Ahab and I tried the scenario a second time, reversing the roles. Ahab mopped the floor with me, only losing in the process a slaver bot and 4 or 5 fly bots: the combination of ultra-accurate ultra-mobile fly-bots with infinite range and zorbotrons that can kill you even when behind cover is too formidable to withstand, and as fun as it was for both of us, I wonder how Gollop missed that the scenario was broken with regards to balance.

The final turn of the game where we swapped sides. Defending the cockpit did not help.

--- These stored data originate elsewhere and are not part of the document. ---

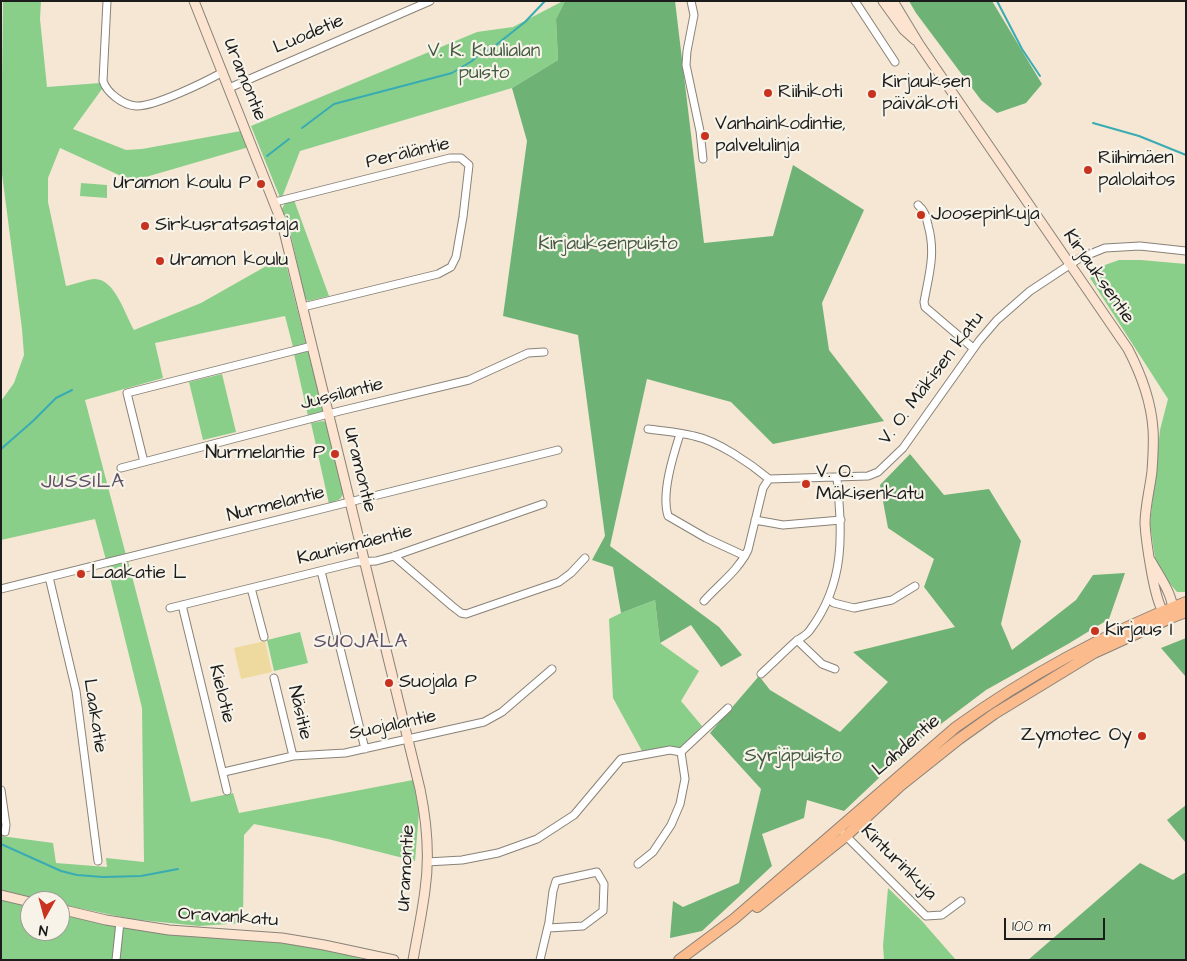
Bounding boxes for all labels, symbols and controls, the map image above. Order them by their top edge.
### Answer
street label: Luodetie [270,10,348,60]
street label: Uramontie [217,36,271,124]
park label: V. K. Kuulialan puisto [428,41,540,85]
place label: Kirjauksen päiväkoti [882,72,971,116]
place label: Riihikoti [778,82,842,104]
marker: Riihikoti [762,87,774,99]
marker: Kirjauksen päiväkoti [866,88,878,100]
place label: Vanhainkodintie, palvelulinja [715,114,846,158]
marker: Vanhainkodintie, palvelulinja [699,130,711,142]
street label: Peräläntie [364,133,452,175]
place label: Riihimäen palolaitos [1098,148,1175,192]
marker: Riihimäen palolaitos [1082,164,1094,176]
place label: Uramon koulu P [113,173,251,195]
marker: Uramon koulu P [255,178,267,190]
place label: Joosepinkuja [931,204,1040,226]
marker: Joosepinkuja [915,209,927,221]
place label: Sirkusratsastaja [155,215,298,237]
marker: Sirkusratsastaja [139,220,151,232]
street label: Kirjauksentie [1057,226,1139,328]
park label: Kirjauksenpuisto [538,234,678,256]
place label: Uramon koulu [170,250,288,272]
marker: Uramon koulu [154,255,166,267]
street label: V. O. Mäkisen katu [875,308,989,450]
street label: Jussilantie [298,374,386,416]
street label: Uramontie [337,425,381,515]
place label: Nurmelantie P [205,443,325,465]
marker: Nurmelantie P [329,448,341,460]
place label: V. O. Mäkisenkatu [816,462,924,506]
district label: JUSSILA [40,471,126,495]
marker: V. O. Mäkisenkatu [800,478,812,490]
street label: Nurmelantie [225,482,327,528]
street label: Kaunismäentie [295,521,415,571]
place label: Laakatie L [91,563,186,585]
marker: Laakatie L [75,568,87,580]
place label: Kirjaus I [1105,620,1173,642]
marker: Kirjaus I [1089,625,1101,637]
district label: SUOJALA [313,631,409,655]
street label: Kielotie [203,663,239,725]
place label: Suojala P [399,672,477,694]
street label: Laakatie [77,677,111,755]
marker: Suojala P [383,677,395,689]
street label: Näsitie [282,684,316,742]
street label: Suojalantie [347,706,439,746]
street label: Lahdentie [868,710,946,782]
place label: Zymotec Oy [1020,725,1132,747]
marker: Zymotec Oy [1136,730,1148,742]
park label: Syrjäpuisto [744,746,842,768]
street label: Kinturinkuja [855,820,941,906]
street label: Uramontie [393,824,421,912]
north arrow [20,891,70,941]
street label: Oravankatu [177,903,279,933]
scale bar [1007,908,1108,940]
text: 100 m [1012,916,1051,937]
text: N [38,919,49,940]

The Starlingale scenario feels pointless story-wise: the manual specifies that the Starlingale will take the survivors of the moonbase attack to Planet Pi in support of the Freedream, but all those elite bots would have been better allocated to the defence of the moonbase – if the moonbase had held then the Rebels would have been defeated whether or not they had kept their ride.

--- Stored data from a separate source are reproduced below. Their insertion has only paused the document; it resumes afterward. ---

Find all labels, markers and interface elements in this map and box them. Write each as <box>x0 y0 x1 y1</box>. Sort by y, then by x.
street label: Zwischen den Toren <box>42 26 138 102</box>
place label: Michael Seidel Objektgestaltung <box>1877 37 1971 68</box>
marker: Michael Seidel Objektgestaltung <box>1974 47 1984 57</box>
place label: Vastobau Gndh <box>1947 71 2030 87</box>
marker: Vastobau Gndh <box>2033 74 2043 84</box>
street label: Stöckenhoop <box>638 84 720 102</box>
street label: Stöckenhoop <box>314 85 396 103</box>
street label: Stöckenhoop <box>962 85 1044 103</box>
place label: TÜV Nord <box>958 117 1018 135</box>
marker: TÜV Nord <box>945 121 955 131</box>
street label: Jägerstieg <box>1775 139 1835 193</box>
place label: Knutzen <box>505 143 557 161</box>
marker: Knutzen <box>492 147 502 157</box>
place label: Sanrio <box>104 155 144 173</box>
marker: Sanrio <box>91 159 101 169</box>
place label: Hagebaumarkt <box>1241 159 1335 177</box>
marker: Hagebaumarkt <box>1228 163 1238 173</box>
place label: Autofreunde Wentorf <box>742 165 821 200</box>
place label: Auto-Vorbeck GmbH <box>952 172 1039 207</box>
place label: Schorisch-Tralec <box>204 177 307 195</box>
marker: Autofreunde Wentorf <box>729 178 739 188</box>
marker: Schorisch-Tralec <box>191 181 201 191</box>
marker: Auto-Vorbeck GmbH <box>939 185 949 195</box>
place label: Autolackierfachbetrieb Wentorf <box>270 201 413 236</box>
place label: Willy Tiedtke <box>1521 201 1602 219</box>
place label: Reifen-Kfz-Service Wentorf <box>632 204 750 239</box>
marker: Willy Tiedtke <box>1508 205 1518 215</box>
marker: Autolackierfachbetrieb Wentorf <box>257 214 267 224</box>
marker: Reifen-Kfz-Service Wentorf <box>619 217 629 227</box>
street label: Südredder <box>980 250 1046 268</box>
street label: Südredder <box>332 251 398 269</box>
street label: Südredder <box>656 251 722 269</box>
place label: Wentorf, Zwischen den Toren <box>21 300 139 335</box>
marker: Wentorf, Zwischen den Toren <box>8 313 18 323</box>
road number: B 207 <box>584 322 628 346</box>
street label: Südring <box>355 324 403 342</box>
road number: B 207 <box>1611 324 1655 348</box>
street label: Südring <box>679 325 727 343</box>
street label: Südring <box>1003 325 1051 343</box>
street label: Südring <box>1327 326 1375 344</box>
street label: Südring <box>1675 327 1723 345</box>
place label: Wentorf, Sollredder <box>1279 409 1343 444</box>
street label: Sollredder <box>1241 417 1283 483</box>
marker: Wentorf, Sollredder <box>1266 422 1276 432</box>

But, well, super-computer Main-Comp did not properly allocate its resources, so in the next and final scenario, I will defend it as yet another clone of Joe Capricorn tries to end the ASI before it gets to build a Dyson Sphere.

5 Comments

  1. KarbonKitty KarbonKitty

    I can only assume that MainComp decided to attack in order to keep the troops initiative and morale high, instead of letting them wait for those Hunic^W rebel hordes to break against the trenches^W moon base fortifications… Yes, indeed, I’m currently listening to the podcast about World War I, how did you guess? 😉

  2. “Version for my American readers:”

    TBH I thought this was going to do some fancy GeoIP stuff where you serve one version of the page for U.S. readers and another for everyone else.

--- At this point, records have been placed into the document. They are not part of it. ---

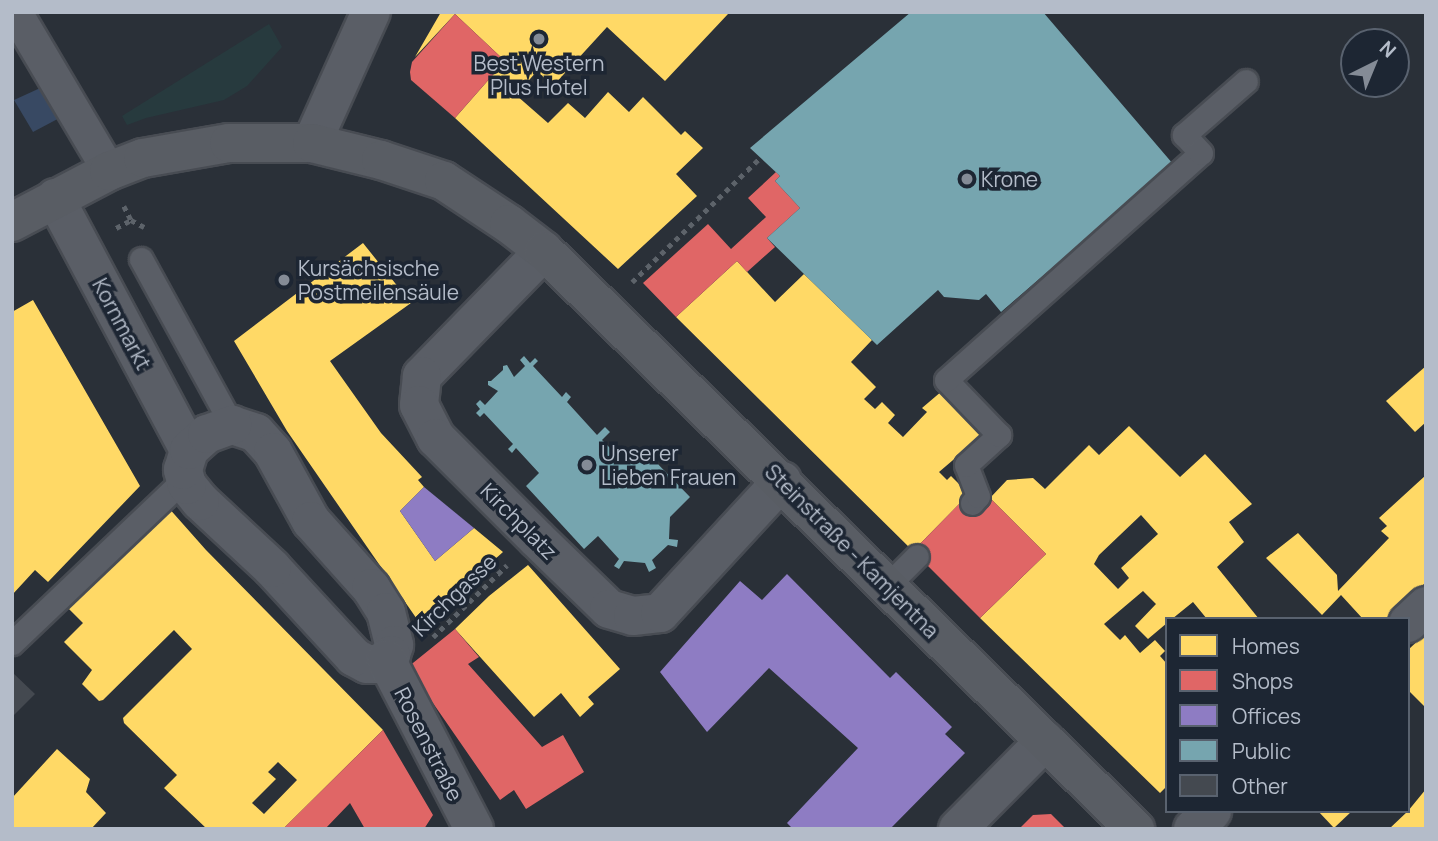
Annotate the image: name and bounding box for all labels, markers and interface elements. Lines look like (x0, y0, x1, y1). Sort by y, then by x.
north arrow (1340, 28, 1410, 98)
marker: Best Western Plus Hotel (531, 31, 547, 47)
text: N (1374, 35, 1402, 63)
place label: Best Western Plus Hotel (474, 50, 604, 100)
place label: Krone (981, 166, 1038, 192)
marker: Krone (959, 171, 975, 187)
place label: Kursächsische Postmeilensäule (298, 255, 459, 305)
marker: Kursächsische Postmeilensäule (276, 272, 292, 288)
street label: Kornmarkt (87, 274, 157, 374)
place label: Unserer Lieben Frauen (601, 440, 736, 490)
marker: Unserer Lieben Frauen (579, 457, 595, 473)
street label: Steinstraße - Kamjentna (760, 459, 944, 643)
street label: Kirchplatz (476, 478, 562, 564)
street label: Kirchgasse (407, 549, 501, 641)
legend (1165, 617, 1410, 813)
text: Homes (1232, 632, 1300, 660)
text: Shops (1232, 667, 1293, 695)
street label: Rosenstraße (390, 683, 468, 805)
text: Offices (1232, 702, 1301, 730)
text: Public (1232, 737, 1291, 765)
text: Other (1232, 772, 1288, 800)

    In any event, even if the line break failed, you had plenty of time to finish the job with the other Flybot and slaver. A fun mission to lose, anyway.

    • “TBH I thought this was going to do some fancy GeoIP stuff where you serve one version of the page for U.S. readers and another for everyone else.”
      Yeah, but then you would have only seen one version and then it would not have been a joke in the first place.

      Yes, if the line break failed, you would still have had to destroy the slavers and then you would still have had to slow down the zorbotrons. Granted, more than “a couple lucky shots”. But hey, you were still much, much closer to victory than I ever was when we reversed the game.

  3. WhatHoSnorkers WhatHoSnorkers

    All glory to Main Comp!

  4. Goldfinch Goldfinch

    On a side note, Mr Gollop also wrote the car designer in Battle cars. I always thought this an odd fact, but looking at the design of the spaceship above, I can see it now.